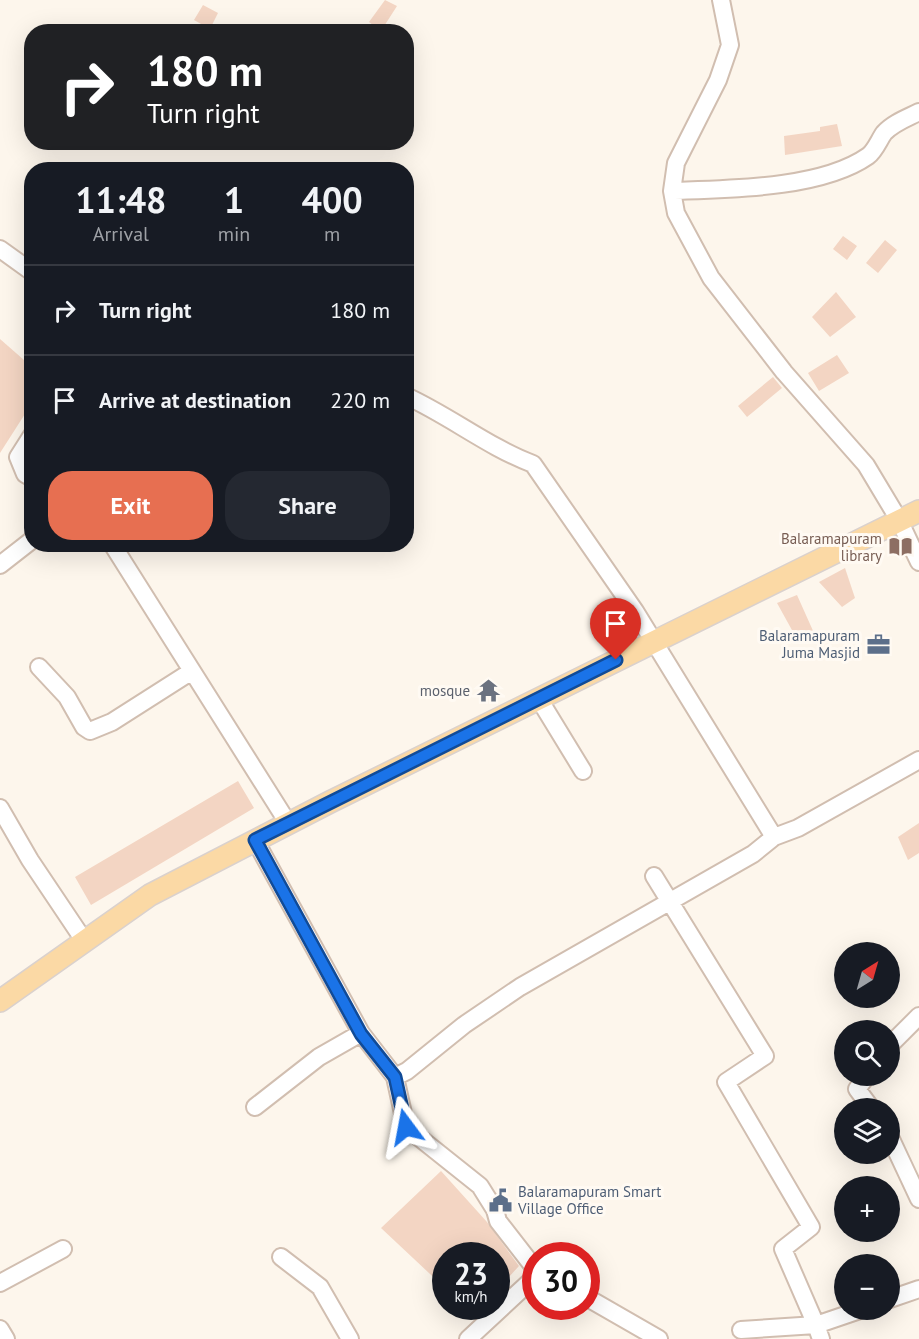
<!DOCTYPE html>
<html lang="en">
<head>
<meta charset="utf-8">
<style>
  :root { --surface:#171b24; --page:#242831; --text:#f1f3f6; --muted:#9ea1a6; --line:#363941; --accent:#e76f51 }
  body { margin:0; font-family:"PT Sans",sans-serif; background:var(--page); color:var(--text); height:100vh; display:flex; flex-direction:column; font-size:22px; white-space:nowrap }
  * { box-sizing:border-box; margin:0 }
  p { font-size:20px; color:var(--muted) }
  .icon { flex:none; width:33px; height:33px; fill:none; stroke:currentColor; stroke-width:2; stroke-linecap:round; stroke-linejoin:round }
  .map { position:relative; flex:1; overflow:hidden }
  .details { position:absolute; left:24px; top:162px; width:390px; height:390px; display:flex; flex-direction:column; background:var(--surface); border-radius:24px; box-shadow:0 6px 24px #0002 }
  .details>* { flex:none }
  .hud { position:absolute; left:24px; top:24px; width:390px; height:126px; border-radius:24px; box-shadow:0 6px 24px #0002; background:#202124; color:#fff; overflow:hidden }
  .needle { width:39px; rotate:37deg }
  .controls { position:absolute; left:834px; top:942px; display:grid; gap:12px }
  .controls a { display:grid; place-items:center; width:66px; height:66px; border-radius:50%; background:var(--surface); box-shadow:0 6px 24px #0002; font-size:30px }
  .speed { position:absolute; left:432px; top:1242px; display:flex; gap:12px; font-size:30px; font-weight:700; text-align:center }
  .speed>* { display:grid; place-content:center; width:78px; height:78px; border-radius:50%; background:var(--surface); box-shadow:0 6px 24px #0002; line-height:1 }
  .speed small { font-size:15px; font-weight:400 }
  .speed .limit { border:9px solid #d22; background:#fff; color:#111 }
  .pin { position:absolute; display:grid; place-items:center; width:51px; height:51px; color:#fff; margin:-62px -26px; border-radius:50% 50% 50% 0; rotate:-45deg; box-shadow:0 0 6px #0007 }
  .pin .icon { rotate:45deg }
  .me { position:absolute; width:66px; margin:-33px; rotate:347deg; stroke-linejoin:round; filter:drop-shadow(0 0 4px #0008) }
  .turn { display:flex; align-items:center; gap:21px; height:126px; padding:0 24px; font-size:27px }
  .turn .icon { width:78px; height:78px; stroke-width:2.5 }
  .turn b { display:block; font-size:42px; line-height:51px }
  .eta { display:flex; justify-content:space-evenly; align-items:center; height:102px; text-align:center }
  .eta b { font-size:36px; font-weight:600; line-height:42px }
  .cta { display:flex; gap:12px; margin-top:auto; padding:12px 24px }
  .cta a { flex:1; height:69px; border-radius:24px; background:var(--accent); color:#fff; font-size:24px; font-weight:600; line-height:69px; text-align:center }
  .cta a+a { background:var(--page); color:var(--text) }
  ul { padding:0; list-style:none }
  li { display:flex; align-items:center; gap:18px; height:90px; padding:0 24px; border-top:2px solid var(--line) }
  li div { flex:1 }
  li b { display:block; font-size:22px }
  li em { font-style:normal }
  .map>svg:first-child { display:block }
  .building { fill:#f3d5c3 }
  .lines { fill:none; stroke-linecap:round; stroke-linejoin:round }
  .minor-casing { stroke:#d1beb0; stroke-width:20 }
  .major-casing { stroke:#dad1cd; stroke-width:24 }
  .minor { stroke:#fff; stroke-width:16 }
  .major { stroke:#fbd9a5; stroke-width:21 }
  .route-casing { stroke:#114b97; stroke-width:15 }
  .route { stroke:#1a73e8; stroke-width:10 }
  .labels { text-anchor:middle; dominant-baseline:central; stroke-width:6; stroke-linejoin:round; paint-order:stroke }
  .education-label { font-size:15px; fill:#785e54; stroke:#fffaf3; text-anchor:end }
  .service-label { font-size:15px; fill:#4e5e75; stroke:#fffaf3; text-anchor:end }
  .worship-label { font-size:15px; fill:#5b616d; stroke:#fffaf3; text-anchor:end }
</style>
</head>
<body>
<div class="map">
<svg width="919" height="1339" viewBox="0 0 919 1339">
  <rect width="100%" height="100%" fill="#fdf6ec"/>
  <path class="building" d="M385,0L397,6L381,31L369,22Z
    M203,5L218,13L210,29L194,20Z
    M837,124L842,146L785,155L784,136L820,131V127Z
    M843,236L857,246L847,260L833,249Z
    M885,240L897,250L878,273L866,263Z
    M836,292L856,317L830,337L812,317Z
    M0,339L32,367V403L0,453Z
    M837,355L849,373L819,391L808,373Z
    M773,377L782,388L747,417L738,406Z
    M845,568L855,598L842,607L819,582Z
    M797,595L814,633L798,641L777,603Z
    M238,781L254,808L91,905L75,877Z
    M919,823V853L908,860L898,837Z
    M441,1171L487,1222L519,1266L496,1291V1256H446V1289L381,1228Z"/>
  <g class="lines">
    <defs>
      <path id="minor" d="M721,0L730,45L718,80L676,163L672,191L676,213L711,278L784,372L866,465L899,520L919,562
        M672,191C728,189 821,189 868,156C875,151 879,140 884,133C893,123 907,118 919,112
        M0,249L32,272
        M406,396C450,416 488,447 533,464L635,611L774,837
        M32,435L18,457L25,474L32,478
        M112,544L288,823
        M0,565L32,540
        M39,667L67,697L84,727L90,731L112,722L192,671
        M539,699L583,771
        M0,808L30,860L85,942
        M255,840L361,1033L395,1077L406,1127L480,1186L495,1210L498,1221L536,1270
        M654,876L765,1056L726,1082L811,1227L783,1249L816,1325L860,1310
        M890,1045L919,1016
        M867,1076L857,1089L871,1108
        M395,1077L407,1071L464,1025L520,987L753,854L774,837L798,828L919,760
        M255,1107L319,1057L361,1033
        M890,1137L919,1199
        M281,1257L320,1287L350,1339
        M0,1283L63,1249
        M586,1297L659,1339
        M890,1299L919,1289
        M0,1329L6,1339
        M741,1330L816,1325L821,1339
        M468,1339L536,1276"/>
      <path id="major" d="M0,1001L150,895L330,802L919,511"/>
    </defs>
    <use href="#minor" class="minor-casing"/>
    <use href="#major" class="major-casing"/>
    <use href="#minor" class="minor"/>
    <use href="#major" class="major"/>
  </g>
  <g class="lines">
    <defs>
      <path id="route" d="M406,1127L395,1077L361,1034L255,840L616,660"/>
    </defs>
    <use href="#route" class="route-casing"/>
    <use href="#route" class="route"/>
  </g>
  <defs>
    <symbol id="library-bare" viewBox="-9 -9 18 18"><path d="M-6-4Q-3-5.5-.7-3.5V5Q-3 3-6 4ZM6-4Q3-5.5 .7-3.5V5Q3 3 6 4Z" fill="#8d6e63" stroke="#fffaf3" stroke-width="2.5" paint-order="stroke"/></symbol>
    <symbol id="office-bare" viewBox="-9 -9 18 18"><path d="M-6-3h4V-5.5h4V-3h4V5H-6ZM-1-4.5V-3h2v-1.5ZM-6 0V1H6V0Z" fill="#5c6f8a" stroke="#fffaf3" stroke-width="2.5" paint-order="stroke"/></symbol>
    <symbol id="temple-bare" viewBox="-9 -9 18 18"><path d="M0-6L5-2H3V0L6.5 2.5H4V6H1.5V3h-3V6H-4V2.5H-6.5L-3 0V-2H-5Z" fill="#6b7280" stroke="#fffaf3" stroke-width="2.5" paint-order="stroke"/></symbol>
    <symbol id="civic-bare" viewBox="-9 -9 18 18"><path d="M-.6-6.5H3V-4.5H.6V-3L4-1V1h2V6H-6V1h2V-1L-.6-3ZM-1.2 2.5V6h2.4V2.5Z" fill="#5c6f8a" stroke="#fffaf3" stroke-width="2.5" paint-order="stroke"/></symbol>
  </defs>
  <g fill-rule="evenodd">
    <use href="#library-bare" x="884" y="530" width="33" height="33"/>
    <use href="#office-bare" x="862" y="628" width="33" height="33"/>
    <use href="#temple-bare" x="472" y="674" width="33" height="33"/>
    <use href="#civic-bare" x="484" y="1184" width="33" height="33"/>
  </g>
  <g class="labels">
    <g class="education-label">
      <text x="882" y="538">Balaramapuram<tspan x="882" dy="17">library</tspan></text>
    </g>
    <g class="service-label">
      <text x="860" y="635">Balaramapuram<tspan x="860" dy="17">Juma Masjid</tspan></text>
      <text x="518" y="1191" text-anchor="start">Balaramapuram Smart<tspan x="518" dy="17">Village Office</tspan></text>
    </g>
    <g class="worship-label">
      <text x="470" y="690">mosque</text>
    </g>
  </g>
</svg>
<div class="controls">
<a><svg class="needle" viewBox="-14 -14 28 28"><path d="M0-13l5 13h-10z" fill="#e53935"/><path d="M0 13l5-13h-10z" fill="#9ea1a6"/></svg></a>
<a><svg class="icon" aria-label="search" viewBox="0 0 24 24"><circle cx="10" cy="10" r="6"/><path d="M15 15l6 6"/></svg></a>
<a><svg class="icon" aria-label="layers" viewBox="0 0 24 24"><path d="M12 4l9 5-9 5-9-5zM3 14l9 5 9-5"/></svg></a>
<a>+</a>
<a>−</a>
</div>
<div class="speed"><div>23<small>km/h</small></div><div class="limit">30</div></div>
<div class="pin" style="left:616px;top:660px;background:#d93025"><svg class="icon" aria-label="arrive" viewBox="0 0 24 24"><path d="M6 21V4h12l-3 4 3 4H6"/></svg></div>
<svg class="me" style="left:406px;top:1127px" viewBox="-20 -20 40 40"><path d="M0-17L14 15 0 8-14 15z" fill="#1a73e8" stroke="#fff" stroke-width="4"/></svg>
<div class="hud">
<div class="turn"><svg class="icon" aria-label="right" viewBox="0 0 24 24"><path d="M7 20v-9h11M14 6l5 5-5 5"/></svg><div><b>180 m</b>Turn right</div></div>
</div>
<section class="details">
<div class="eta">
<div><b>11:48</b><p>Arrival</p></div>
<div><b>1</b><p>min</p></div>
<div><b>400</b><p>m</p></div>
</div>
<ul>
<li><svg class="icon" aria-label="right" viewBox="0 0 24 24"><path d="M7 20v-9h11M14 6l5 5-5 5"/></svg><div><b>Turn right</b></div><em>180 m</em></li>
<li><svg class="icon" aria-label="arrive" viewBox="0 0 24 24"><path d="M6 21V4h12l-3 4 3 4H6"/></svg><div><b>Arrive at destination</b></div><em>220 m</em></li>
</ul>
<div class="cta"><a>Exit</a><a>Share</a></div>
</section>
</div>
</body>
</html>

========================

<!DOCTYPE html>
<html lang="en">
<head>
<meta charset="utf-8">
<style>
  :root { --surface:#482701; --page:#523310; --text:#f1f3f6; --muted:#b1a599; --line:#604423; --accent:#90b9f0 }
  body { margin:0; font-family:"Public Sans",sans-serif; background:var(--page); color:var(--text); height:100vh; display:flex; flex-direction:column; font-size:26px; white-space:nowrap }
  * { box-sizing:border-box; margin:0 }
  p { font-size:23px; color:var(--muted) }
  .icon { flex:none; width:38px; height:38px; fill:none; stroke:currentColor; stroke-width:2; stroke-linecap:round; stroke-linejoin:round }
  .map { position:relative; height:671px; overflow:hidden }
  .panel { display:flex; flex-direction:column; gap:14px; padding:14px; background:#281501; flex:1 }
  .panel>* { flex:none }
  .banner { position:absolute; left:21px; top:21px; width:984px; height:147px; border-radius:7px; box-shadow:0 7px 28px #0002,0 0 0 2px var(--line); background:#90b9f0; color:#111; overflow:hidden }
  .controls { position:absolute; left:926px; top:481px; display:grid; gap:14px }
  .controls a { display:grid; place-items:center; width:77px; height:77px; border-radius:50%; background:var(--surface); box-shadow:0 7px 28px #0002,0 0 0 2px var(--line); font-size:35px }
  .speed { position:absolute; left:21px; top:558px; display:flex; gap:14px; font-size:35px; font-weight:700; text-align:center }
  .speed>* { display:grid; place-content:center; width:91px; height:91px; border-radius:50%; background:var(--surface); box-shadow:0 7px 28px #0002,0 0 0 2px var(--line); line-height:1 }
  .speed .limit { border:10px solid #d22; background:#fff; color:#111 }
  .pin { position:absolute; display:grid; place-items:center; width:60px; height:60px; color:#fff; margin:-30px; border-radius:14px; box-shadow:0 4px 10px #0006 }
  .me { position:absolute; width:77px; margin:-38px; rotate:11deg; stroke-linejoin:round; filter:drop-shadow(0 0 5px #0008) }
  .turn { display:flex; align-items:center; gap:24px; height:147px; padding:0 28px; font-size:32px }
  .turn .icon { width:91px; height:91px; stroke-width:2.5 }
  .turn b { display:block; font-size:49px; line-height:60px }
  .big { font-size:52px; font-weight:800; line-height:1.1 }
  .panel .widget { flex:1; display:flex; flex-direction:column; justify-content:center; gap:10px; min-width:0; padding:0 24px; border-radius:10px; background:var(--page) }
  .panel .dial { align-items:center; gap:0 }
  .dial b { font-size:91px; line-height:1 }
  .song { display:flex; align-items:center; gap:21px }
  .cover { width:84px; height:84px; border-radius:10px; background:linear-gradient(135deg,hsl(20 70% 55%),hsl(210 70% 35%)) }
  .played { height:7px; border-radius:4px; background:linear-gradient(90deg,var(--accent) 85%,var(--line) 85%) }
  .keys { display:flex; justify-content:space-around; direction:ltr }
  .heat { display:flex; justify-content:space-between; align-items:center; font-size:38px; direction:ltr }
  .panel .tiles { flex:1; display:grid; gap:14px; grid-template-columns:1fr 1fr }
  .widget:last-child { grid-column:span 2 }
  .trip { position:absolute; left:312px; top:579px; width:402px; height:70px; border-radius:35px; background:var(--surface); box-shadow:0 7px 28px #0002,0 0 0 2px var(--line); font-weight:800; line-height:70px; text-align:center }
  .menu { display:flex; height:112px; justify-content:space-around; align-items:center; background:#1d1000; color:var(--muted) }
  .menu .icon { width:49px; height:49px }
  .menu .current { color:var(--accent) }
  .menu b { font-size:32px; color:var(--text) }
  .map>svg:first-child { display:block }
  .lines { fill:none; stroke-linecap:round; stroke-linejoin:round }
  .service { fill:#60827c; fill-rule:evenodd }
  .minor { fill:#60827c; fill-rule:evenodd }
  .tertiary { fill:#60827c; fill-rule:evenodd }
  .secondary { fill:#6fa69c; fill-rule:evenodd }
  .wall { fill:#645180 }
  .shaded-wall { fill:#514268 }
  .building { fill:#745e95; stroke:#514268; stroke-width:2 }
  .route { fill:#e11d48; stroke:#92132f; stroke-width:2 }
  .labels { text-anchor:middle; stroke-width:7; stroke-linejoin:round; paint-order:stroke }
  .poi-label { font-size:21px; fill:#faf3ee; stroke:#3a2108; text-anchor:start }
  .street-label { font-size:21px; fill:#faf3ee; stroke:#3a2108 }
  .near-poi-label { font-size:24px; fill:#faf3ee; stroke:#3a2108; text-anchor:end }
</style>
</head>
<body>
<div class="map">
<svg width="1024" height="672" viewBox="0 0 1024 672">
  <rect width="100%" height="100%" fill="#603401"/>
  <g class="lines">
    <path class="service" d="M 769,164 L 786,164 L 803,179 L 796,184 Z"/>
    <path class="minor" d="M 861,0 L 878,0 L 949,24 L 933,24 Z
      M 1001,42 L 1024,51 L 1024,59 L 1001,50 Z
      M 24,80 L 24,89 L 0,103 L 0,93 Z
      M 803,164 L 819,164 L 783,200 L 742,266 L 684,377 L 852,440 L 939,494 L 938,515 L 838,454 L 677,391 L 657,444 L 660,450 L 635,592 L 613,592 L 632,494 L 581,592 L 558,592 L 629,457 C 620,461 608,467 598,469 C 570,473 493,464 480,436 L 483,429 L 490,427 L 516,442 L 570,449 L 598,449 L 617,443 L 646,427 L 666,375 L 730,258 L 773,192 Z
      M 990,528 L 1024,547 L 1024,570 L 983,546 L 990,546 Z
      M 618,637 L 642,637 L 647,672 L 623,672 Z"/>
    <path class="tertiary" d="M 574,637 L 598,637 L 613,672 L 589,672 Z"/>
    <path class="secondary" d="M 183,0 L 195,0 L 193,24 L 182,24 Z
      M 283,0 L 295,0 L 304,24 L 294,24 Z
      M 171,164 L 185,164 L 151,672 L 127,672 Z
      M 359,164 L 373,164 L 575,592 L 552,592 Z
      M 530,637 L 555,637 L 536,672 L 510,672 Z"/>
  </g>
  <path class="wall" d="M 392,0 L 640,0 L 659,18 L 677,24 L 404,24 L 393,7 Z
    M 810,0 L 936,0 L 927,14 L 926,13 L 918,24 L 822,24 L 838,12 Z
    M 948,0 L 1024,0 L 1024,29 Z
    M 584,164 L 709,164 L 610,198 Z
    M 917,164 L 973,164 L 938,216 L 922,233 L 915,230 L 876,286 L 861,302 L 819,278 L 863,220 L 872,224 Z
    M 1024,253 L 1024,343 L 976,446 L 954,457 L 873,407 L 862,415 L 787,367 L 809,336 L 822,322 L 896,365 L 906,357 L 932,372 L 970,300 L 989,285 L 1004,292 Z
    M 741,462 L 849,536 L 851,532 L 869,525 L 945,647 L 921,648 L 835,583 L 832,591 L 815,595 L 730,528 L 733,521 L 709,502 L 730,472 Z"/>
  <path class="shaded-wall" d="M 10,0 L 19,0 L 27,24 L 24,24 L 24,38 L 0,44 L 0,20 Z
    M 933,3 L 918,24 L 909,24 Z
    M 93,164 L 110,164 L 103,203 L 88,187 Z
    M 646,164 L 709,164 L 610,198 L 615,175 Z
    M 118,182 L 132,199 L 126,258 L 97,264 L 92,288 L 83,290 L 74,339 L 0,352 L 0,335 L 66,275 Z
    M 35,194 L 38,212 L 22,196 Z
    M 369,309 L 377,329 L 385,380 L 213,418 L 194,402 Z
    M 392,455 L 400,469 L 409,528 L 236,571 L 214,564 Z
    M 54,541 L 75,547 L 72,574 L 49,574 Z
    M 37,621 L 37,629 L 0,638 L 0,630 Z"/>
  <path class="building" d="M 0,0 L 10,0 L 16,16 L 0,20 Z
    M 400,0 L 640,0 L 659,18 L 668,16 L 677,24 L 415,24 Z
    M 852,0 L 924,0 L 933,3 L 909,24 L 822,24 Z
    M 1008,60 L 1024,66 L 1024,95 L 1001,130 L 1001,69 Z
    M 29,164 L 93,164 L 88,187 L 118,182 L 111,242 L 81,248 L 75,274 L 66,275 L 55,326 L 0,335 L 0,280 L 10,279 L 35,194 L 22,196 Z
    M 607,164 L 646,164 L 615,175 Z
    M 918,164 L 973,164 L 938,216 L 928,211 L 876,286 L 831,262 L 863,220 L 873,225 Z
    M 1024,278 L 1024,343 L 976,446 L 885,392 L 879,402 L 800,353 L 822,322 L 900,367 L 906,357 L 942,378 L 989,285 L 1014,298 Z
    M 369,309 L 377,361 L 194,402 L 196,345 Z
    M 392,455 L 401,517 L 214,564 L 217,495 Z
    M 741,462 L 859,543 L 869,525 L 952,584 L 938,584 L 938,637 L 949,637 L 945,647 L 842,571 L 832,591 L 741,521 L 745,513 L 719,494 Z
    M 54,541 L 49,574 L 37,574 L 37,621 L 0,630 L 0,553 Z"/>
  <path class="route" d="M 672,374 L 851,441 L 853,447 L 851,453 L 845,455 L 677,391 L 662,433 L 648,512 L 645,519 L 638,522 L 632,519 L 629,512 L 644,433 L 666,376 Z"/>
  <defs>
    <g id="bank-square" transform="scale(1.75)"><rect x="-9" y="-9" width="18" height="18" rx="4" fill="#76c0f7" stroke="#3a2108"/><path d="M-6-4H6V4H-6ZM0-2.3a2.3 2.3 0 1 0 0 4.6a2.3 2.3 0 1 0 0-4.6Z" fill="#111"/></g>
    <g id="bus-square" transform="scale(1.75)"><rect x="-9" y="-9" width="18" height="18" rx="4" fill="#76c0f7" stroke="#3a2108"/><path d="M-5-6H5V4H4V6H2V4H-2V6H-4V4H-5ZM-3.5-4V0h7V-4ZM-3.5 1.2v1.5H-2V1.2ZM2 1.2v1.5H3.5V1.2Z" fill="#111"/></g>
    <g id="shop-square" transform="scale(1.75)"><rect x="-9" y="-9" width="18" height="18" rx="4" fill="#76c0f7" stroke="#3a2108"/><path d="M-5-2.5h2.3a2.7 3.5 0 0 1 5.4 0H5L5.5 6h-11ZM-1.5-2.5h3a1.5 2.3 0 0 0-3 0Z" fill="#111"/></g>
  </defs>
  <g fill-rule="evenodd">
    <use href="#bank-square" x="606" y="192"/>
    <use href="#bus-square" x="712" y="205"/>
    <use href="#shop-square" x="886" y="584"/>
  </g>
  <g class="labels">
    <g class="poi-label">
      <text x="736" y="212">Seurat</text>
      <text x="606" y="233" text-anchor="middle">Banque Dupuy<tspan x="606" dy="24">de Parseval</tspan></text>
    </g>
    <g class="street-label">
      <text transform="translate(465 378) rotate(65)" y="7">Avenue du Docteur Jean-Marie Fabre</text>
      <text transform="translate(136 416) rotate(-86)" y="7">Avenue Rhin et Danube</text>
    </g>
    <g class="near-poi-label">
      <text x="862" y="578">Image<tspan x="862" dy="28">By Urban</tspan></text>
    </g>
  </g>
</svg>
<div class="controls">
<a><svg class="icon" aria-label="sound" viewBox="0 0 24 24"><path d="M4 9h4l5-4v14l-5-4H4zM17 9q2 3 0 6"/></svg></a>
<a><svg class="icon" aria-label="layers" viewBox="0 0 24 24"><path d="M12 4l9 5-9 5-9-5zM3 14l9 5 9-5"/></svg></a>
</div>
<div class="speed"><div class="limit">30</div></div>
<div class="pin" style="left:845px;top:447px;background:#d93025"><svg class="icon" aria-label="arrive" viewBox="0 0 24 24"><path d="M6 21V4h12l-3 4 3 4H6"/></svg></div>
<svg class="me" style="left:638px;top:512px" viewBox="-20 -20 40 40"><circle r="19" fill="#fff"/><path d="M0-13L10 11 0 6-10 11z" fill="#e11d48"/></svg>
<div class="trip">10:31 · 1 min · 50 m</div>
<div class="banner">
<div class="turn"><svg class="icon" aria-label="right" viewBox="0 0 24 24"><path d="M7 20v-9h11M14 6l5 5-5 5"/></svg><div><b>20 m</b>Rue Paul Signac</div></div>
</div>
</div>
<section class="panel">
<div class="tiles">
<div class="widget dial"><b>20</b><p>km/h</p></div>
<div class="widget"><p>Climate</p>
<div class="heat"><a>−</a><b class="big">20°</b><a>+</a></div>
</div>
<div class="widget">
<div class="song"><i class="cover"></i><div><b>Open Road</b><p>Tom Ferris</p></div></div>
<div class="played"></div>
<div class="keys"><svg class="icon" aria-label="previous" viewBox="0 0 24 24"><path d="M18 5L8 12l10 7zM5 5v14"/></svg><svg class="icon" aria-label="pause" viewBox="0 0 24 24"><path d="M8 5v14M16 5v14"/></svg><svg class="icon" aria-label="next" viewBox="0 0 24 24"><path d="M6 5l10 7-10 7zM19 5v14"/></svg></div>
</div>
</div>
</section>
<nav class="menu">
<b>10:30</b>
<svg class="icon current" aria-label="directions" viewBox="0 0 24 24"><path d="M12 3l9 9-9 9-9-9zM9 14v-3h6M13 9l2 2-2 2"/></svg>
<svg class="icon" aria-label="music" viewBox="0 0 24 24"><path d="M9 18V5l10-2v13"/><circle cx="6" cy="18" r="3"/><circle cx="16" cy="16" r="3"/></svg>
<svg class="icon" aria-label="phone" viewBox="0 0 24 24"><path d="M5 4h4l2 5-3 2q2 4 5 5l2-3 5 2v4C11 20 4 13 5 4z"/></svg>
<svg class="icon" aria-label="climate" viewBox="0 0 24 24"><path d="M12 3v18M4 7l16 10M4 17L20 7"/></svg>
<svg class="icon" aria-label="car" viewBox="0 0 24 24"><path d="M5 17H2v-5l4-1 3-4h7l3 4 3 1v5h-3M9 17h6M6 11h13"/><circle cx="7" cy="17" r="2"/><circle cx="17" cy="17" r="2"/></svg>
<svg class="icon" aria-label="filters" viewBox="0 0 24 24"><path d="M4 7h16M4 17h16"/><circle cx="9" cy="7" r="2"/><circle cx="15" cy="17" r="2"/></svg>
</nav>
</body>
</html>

========================

▶ **Work task**:
Within the listing above, copy each line that has the string "linear".

▶ **Exercise output**:
  .cover { width:84px; height:84px; border-radius:10px; background:linear-gradient(135deg,hsl(20 70% 55%),hsl(210 70% 35%)) }
  .played { height:7px; border-radius:4px; background:linear-gradient(90deg,var(--accent) 85%,var(--line) 85%) }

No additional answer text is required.